Information given
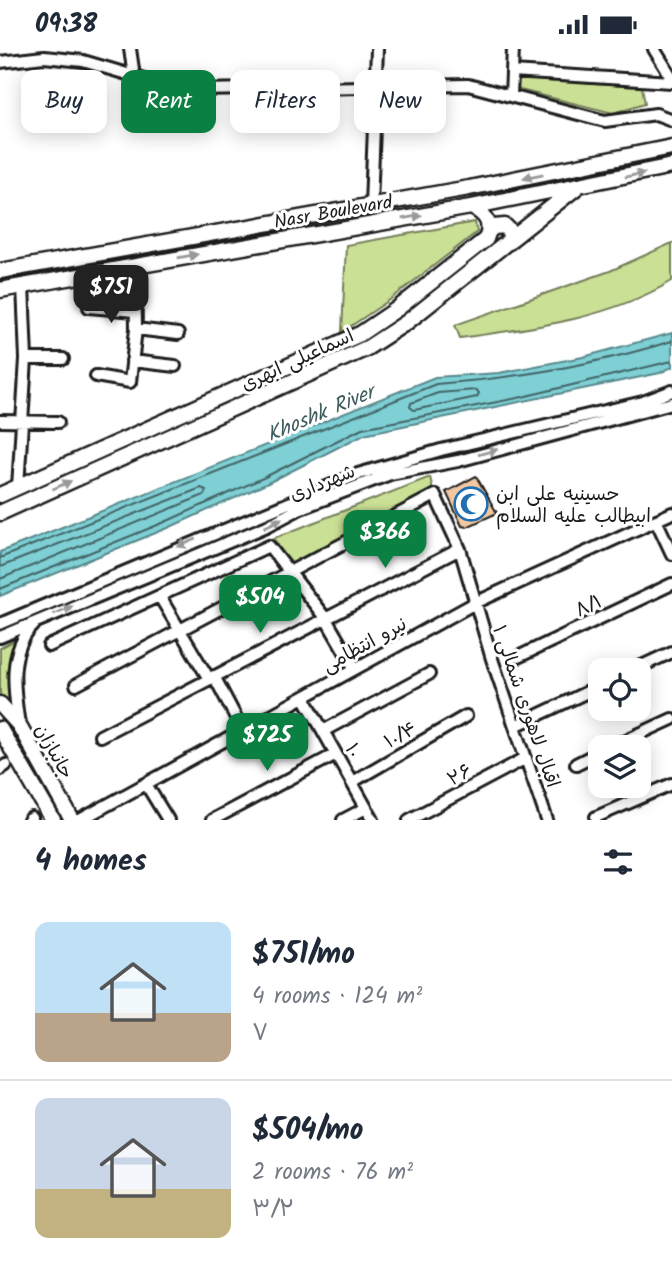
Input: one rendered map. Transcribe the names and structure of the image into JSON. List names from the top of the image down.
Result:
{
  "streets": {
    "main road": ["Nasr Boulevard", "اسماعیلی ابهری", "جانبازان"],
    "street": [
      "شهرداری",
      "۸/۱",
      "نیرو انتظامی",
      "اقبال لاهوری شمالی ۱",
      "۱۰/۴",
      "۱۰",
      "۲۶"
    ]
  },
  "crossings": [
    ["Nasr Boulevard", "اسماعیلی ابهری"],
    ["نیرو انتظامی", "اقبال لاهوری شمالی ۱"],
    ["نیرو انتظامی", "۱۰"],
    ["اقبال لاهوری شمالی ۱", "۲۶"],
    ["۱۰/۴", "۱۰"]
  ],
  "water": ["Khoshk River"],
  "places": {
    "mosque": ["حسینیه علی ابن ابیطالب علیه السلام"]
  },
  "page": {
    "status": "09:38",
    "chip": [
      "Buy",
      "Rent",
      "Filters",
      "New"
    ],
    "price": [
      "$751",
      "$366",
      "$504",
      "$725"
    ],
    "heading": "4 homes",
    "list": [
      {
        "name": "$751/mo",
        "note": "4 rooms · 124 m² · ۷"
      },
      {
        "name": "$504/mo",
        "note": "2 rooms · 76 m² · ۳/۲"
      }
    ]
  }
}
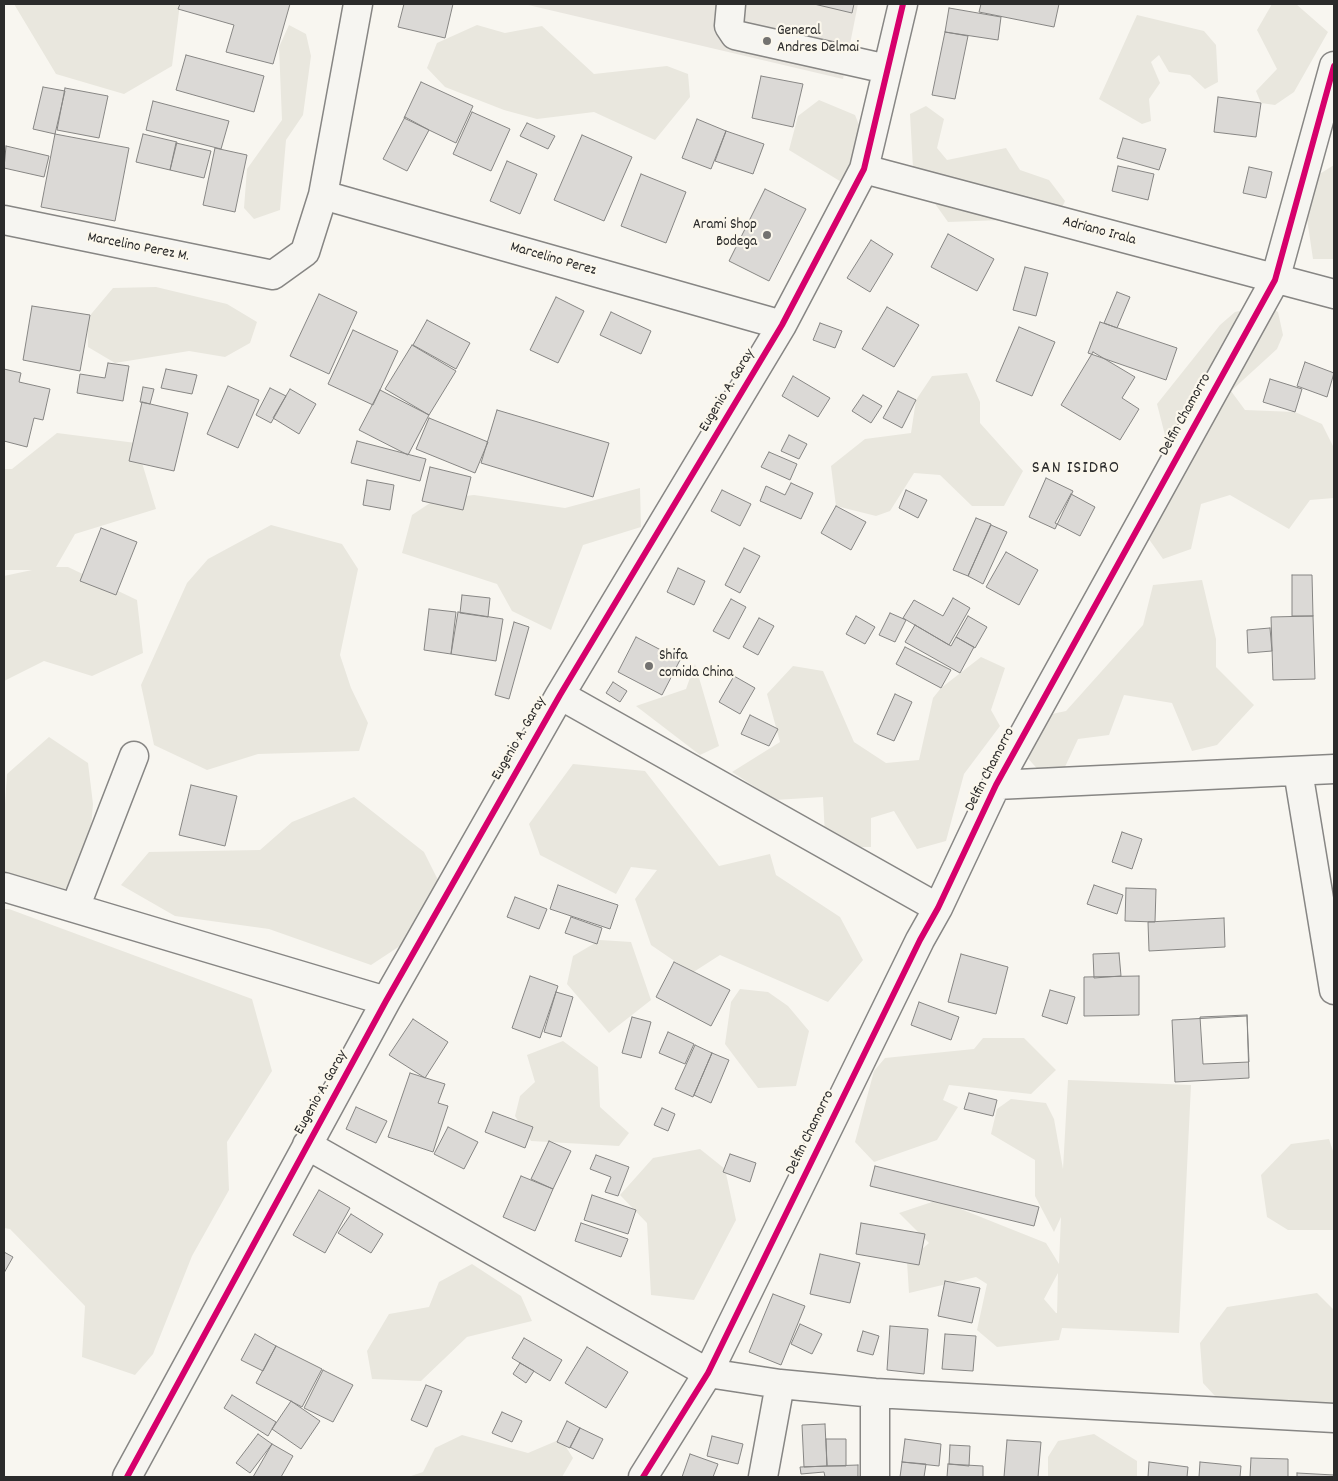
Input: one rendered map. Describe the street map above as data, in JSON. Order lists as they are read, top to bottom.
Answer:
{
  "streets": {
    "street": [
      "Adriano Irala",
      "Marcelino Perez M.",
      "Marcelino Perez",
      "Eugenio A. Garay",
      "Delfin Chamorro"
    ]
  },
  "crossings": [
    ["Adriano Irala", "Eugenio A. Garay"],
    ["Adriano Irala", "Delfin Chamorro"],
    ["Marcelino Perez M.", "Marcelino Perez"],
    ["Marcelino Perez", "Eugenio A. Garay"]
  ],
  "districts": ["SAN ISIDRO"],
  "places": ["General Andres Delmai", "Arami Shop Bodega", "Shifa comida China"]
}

Exercise brief
Give back the whole listing as it stands, minus its pictures.

Response to this task
Input: one rendered map. Transcribe the names and structure of the image into JSON. List names from the top of the image down.
Result:
{
  "streets": {
    "main road": ["Nasr Boulevard", "اسماعیلی ابهری", "جانبازان"],
    "street": [
      "شهرداری",
      "۸/۱",
      "نیرو انتظامی",
      "اقبال لاهوری شمالی ۱",
      "۱۰/۴",
      "۱۰",
      "۲۶"
    ]
  },
  "crossings": [
    ["Nasr Boulevard", "اسماعیلی ابهری"],
    ["نیرو انتظامی", "اقبال لاهوری شمالی ۱"],
    ["نیرو انتظامی", "۱۰"],
    ["اقبال لاهوری شمالی ۱", "۲۶"],
    ["۱۰/۴", "۱۰"]
  ],
  "water": ["Khoshk River"],
  "places": {
    "mosque": ["حسینیه علی ابن ابیطالب علیه السلام"]
  },
  "page": {
    "status": "09:38",
    "chip": [
      "Buy",
      "Rent",
      "Filters",
      "New"
    ],
    "price": [
      "$751",
      "$366",
      "$504",
      "$725"
    ],
    "heading": "4 homes",
    "list": [
      {
        "name": "$751/mo",
        "note": "4 rooms · 124 m² · ۷"
      },
      {
        "name": "$504/mo",
        "note": "2 rooms · 76 m² · ۳/۲"
      }
    ]
  }
}
Input: one rendered map. Describe the street map above as data, in JSON. Order lists as they are read, top to bottom.
Answer:
{
  "streets": {
    "street": [
      "Adriano Irala",
      "Marcelino Perez M.",
      "Marcelino Perez",
      "Eugenio A. Garay",
      "Delfin Chamorro"
    ]
  },
  "crossings": [
    ["Adriano Irala", "Eugenio A. Garay"],
    ["Adriano Irala", "Delfin Chamorro"],
    ["Marcelino Perez M.", "Marcelino Perez"],
    ["Marcelino Perez", "Eugenio A. Garay"]
  ],
  "districts": ["SAN ISIDRO"],
  "places": ["General Andres Delmai", "Arami Shop Bodega", "Shifa comida China"]
}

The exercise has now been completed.